Cooper pulls a Clint Eastwood by starring and directing for Warner Bros (Eastwood originally planned to direct his own A Star is Born with Beyoncé), in what marks the actor’s directorial debut. As country-fried rock star Jackson Maine—a sort of hybrid of Jack White and Eddie Vedder—Cooper drops his speaking voice to a Sam Elliott drawl and convincingly performs gravelly tunes for packed arenas. After one such show, the hard-drinking, pill-popping Maine stumbles into a drag bar, where he’s transported by the odd-woman-out non-drag performance of “La Vie en rose” by a woman named Ally (dolled up to evoke Edith Piaf).

The gal’s got pipes…and that indefinable something called star power. Jackson sees it, along with her beauty and her soul. They spend the night together (sans sex), hanging out, getting into trouble, and singing one of her original tunes in progress. So when Maine finally convinces Ally to come backstage at his next arena show, he invites her center stage to debut her song to the world in harmony with Maine. That heady rush seals the deal for a love affair, but one darkened by his addictions and professional jealousy, and their ambitions, with career demands pulling them apart.
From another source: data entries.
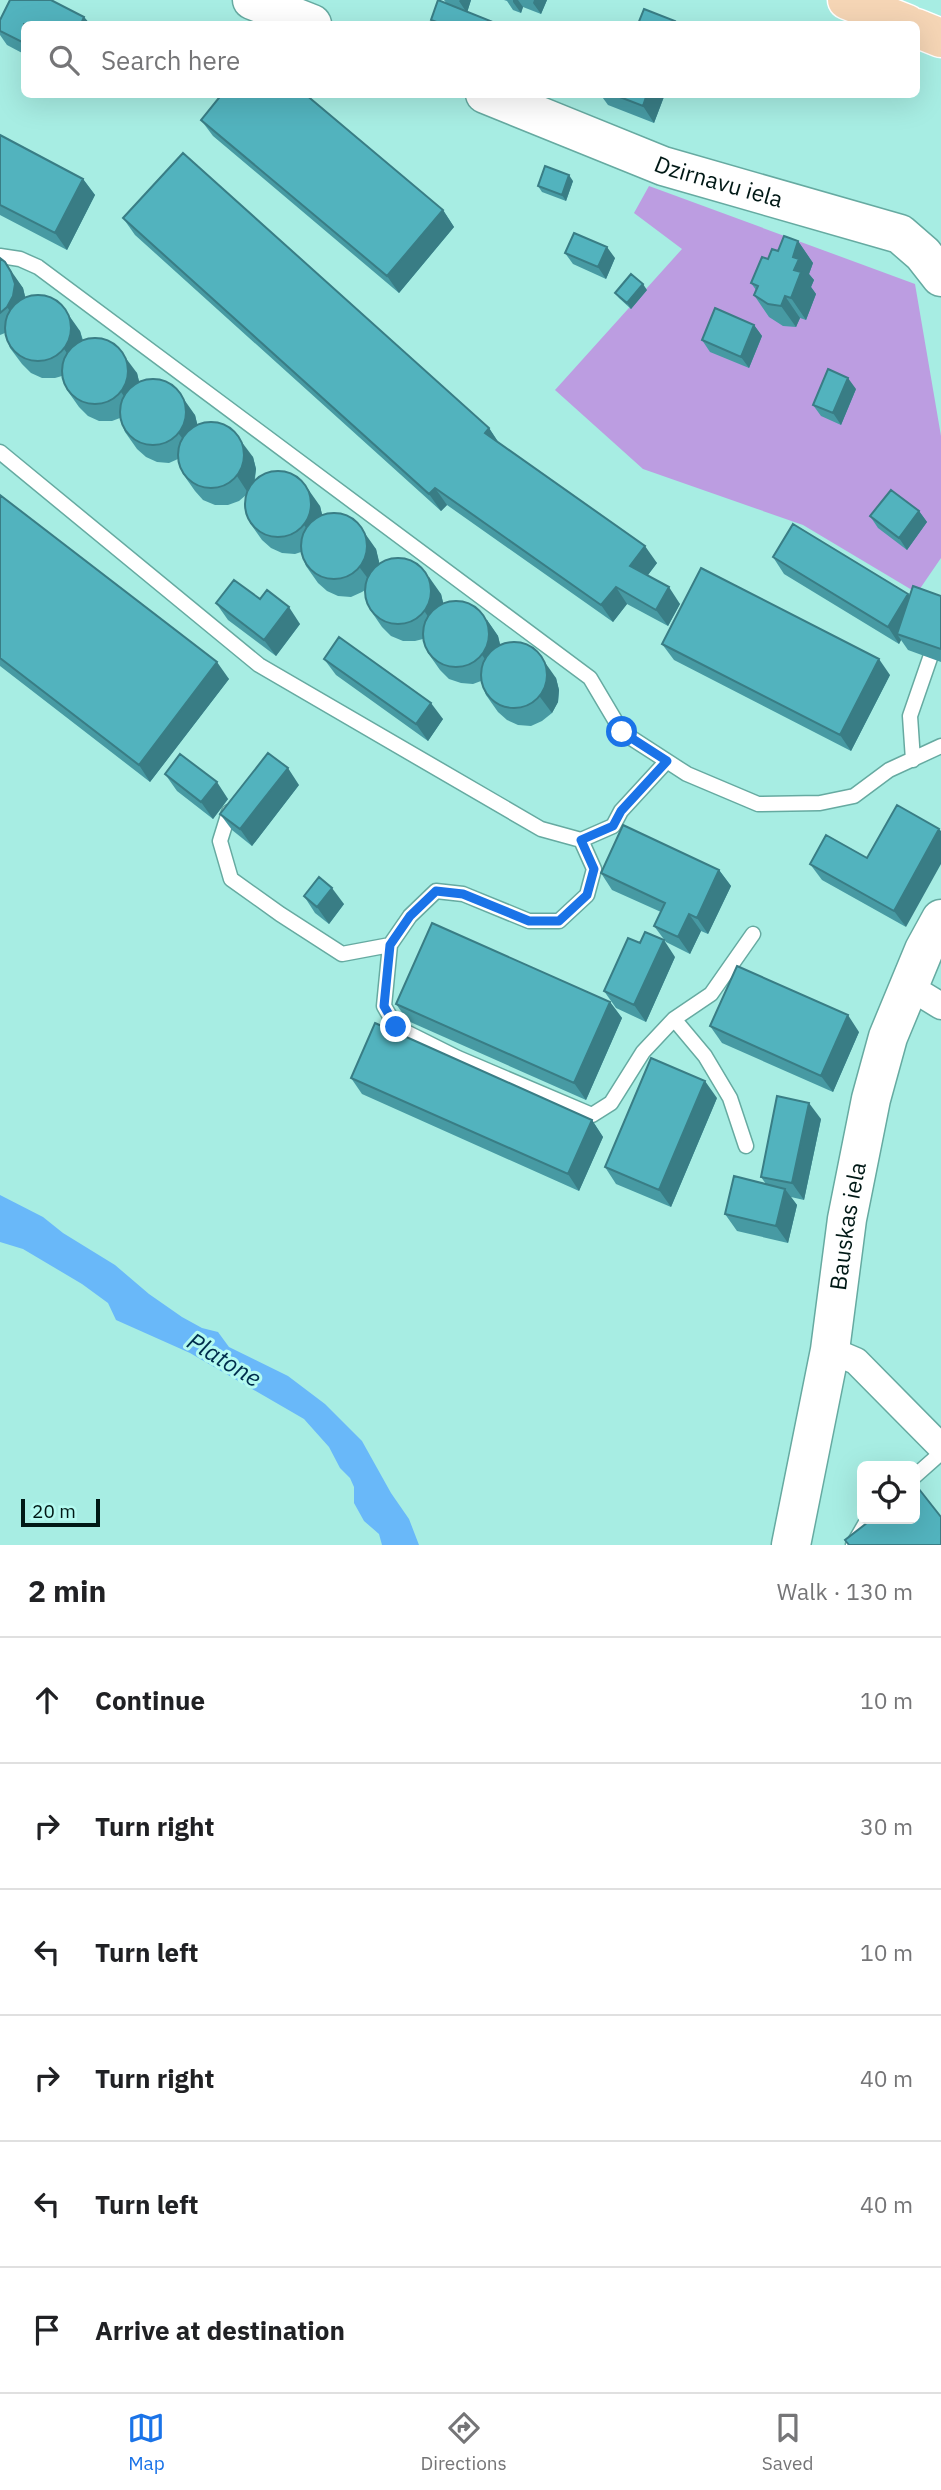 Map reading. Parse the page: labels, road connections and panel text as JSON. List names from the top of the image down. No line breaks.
{"streets":{"street":["Dzirnavu iela","Bauskas iela"]},"water":["Platone"],"scale_bar":"20 m","page":{"search":"Search here","scale":"20 m","heading":["2 min","Walk · 130 m"],"list":[["Continue","10 m"],["Turn right","30 m"],["Turn left","10 m"],["Turn right","40 m"],["Turn left","40 m"],"Arrive at destination"],"nav":["Map","Directions","Saved"]}} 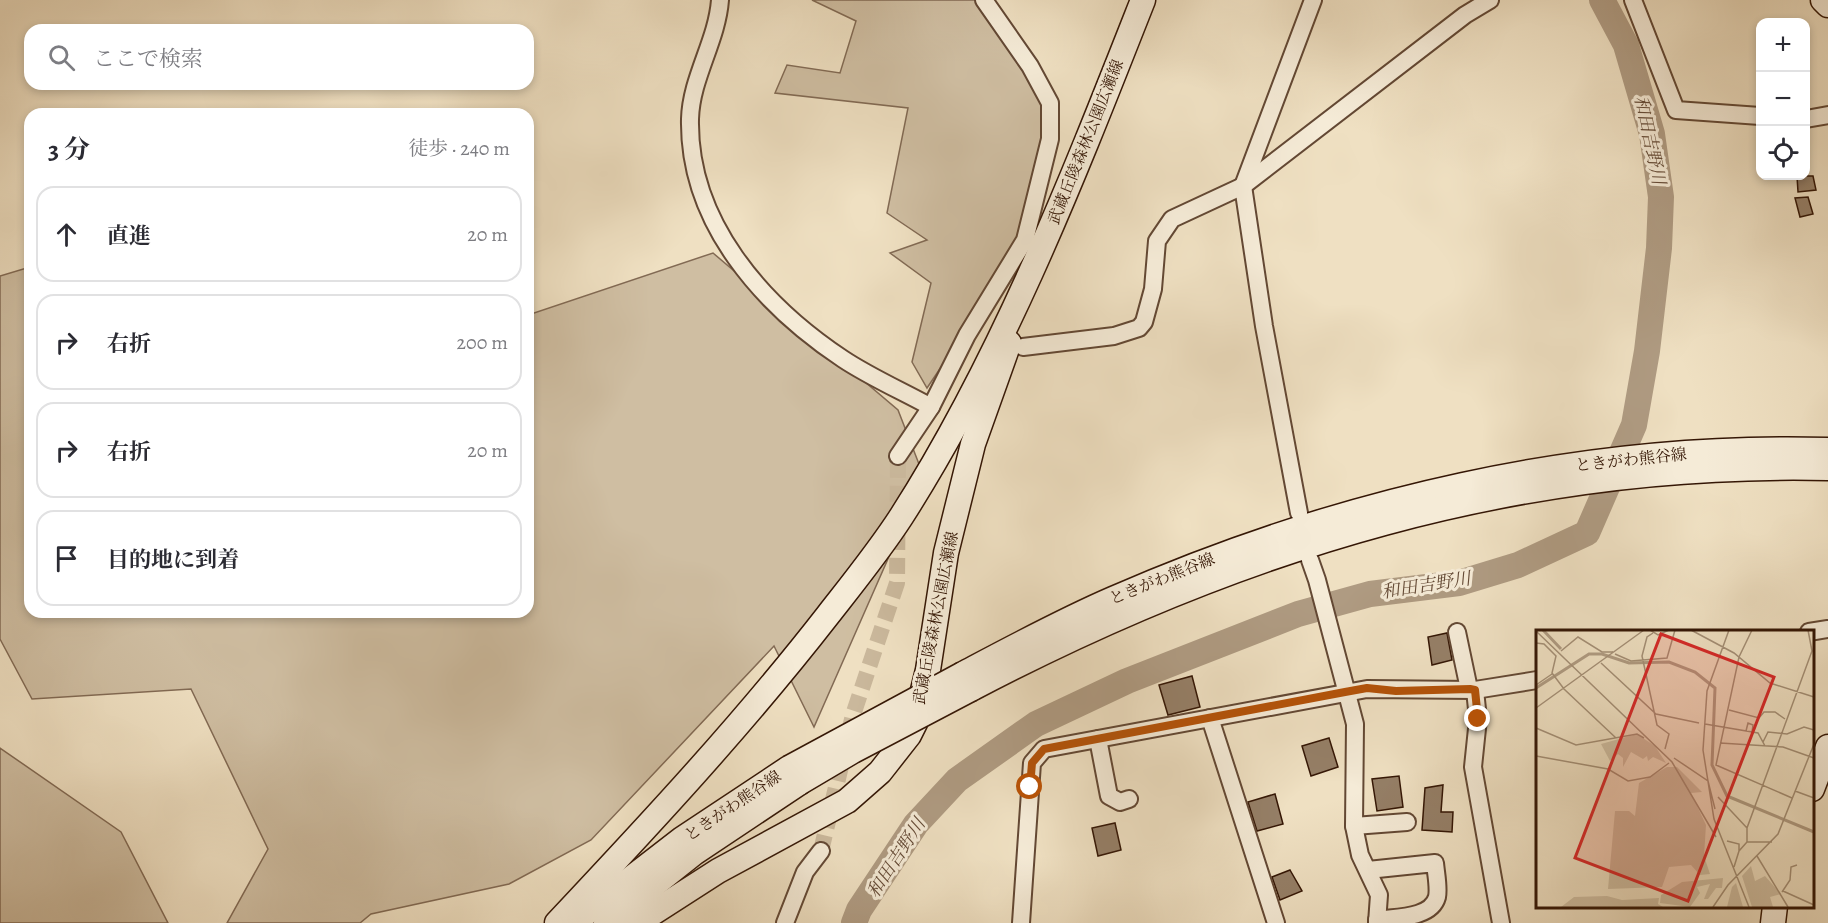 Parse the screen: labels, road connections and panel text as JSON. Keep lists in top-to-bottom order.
{
  "streets": {
    "main road": ["武蔵丘陵森林公園広瀬線", "ときがわ熊谷線"]
  },
  "water": ["和田吉野川"],
  "page": {
    "map_buttons": ["+", "−"],
    "search": "ここで検索",
    "heading": ["3 分", "徒歩 · 240 m"],
    "list": [
      ["直進", "20 m"],
      ["右折", "200 m"],
      ["右折", "20 m"],
      "目的地に到着"
    ]
  }
}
Subtlety is not the strong suit of the screenplay by Eric Roth (Oscar winner for Forrest Gump) & Cooper and Will Fetters. Cooper nods to the earlier versions of this story that share the same title, the Janet Gaynor-Fredric March version from 1937, the Judy Garland-James Mason starrer from 1954, and the Barbra Streisand-Kris Kristofferson version from 1976, but mostly the last of these. Jackson Maine might as well be Kristofferson’s John Norman Howard and, at least initially, Ally resembles Streisand’s Esther. By the time the film acknowledges the vapidity required of most up-and-coming music stars, it’s lost the thread of Ally’s character by its inept shorthand of her deal-with-the-devil commodification.
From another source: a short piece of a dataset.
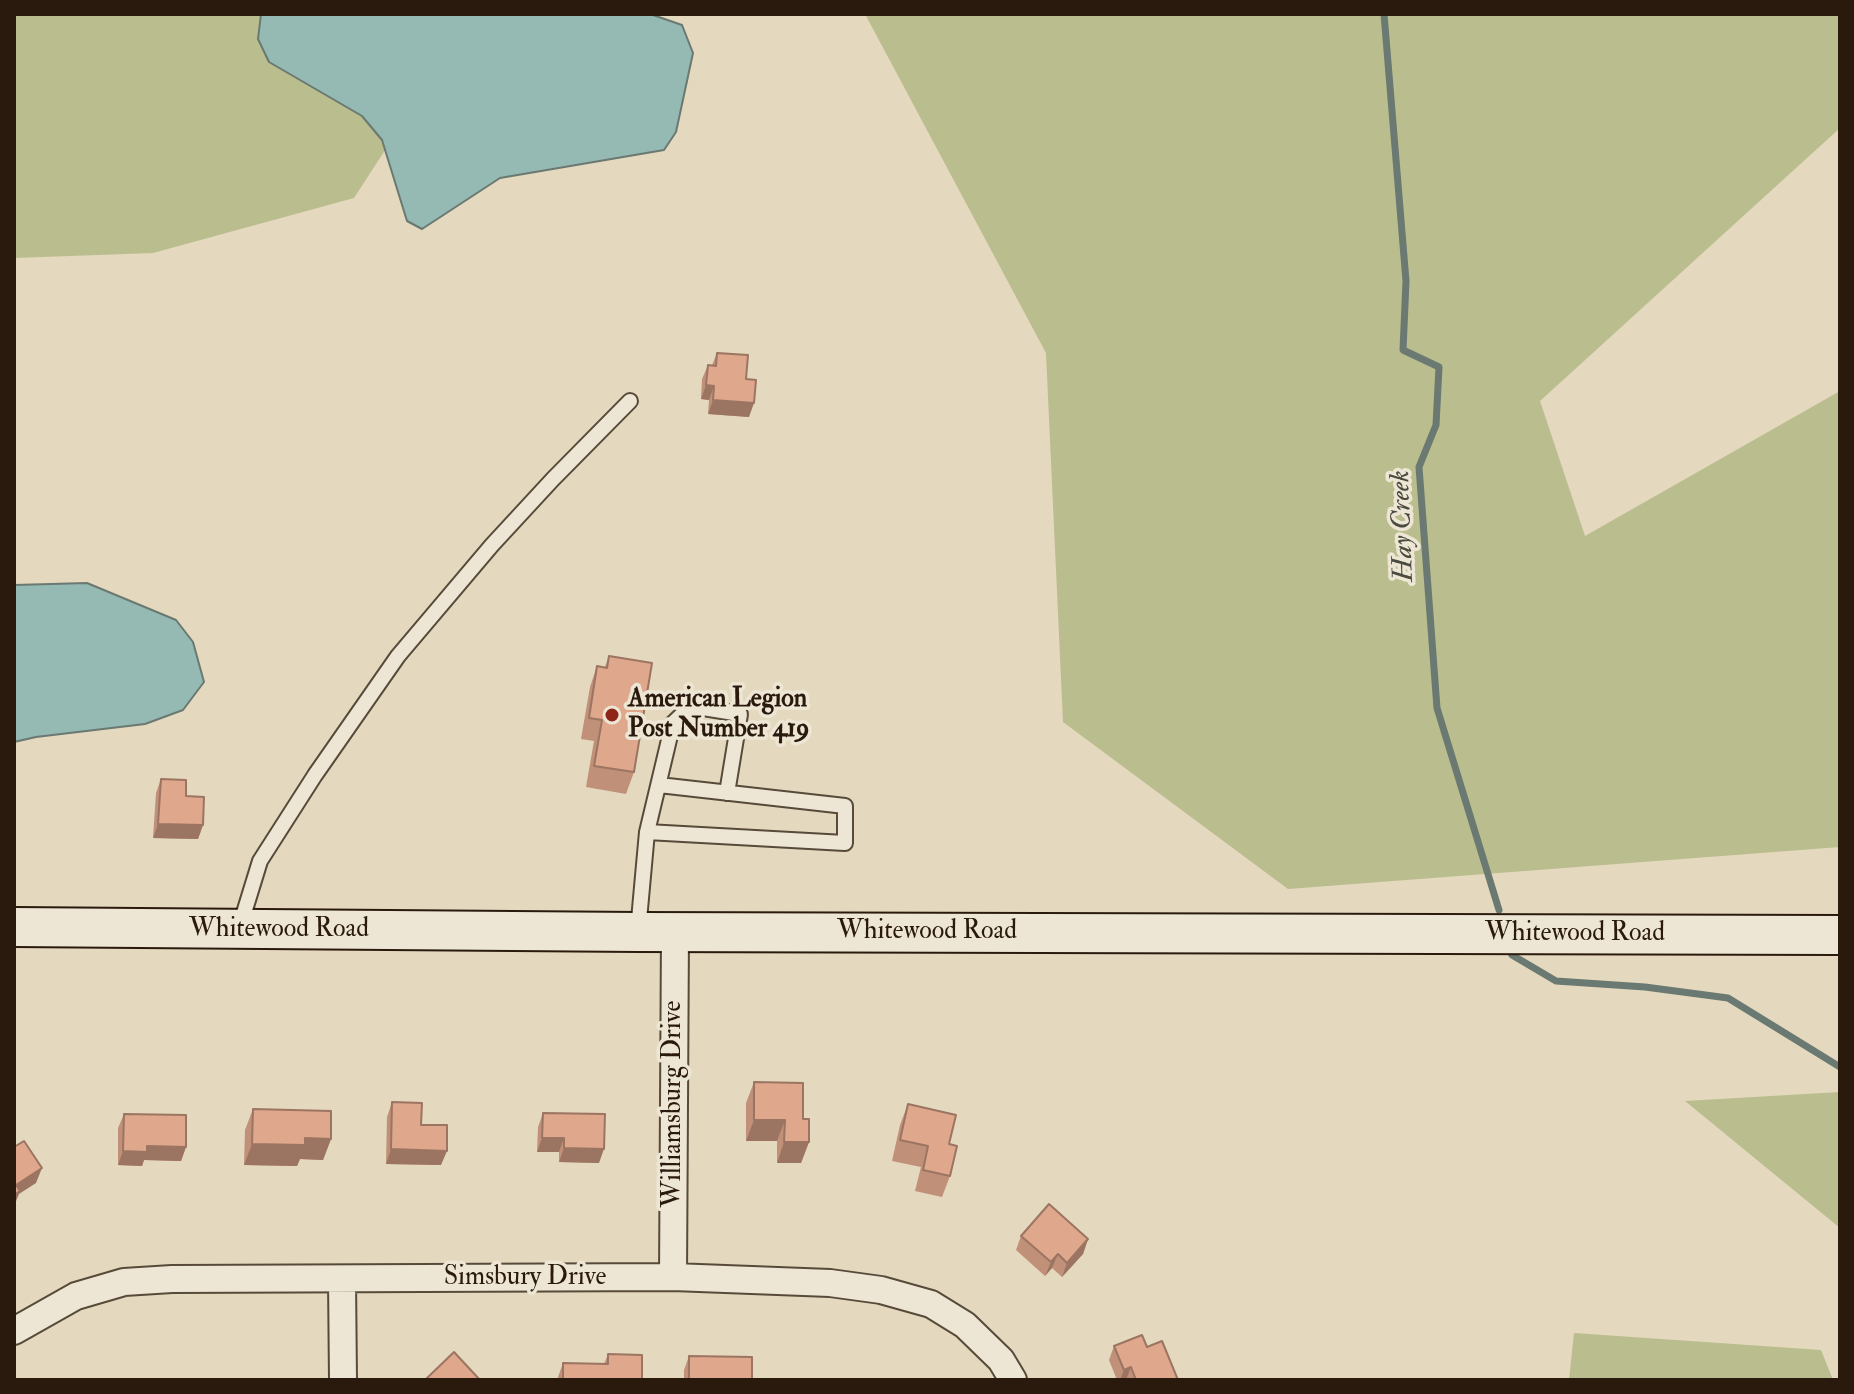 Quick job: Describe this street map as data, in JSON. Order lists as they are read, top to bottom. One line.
{"streets":{"street":["Whitewood Road","Williamsburg Drive","Simsbury Drive"]},"crossings":[["Whitewood Road","Williamsburg Drive"],["Williamsburg Drive","Simsbury Drive"]],"water":["Hay Creek"],"places":["American Legion Post Number 419"]}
The oft-charming first half of the film establishes Ally as an artistically insecure but socially independent spitfire with real fight in her, which makes it awfully hard to buy that this frog princess would slow-boil in the music-industry pot without a fight. What’s the point of dramatizing how Maine gifts her the confidence to be authentic (itself a queasy dynamic in 2018) if she just as quickly, and inexplicably, relinquishes her truth to become a parody of the glitzy, backup-singer-enhanced pop tart? The result plays like a sour feminist fail, which could make for aching drama if Ally seemed to care a bit more about what’s being done to her. Instead, this A Star is Born gives more focus to doomed romance with a side of family drama, with Sam Elliott himself(!) as Maine’s much older brother, and Andrew Dice Clay as Ally’s fame-obsessed dad.
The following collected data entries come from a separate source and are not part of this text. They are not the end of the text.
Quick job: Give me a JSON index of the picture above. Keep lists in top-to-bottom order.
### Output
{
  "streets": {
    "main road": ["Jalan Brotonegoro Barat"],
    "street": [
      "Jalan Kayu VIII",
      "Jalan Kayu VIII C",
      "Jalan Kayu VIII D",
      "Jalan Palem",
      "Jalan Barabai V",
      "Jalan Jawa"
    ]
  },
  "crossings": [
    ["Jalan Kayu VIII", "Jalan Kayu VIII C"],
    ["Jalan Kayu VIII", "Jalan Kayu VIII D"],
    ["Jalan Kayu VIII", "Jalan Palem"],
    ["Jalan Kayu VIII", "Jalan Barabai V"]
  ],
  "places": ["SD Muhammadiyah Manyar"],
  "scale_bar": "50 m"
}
Cooper’s debut film is undeniably a big undertaking from a production standpoint, with decent songs and a creditable performance from acting neophyte Gaga. But for all its unabashed melodrama (and, okay, this is A Star is Born, after all) and industry showmanship, the film’s strongest moments are acoustic, not plugged-in: when Cooper brings director of photography Matthew Libatique’s impeccable camerawork right in close for intimate, truth-telling exchanges between lovers who want the best for each other. In those scenes, A Star is Born briefly locates its own eye-contact authenticity.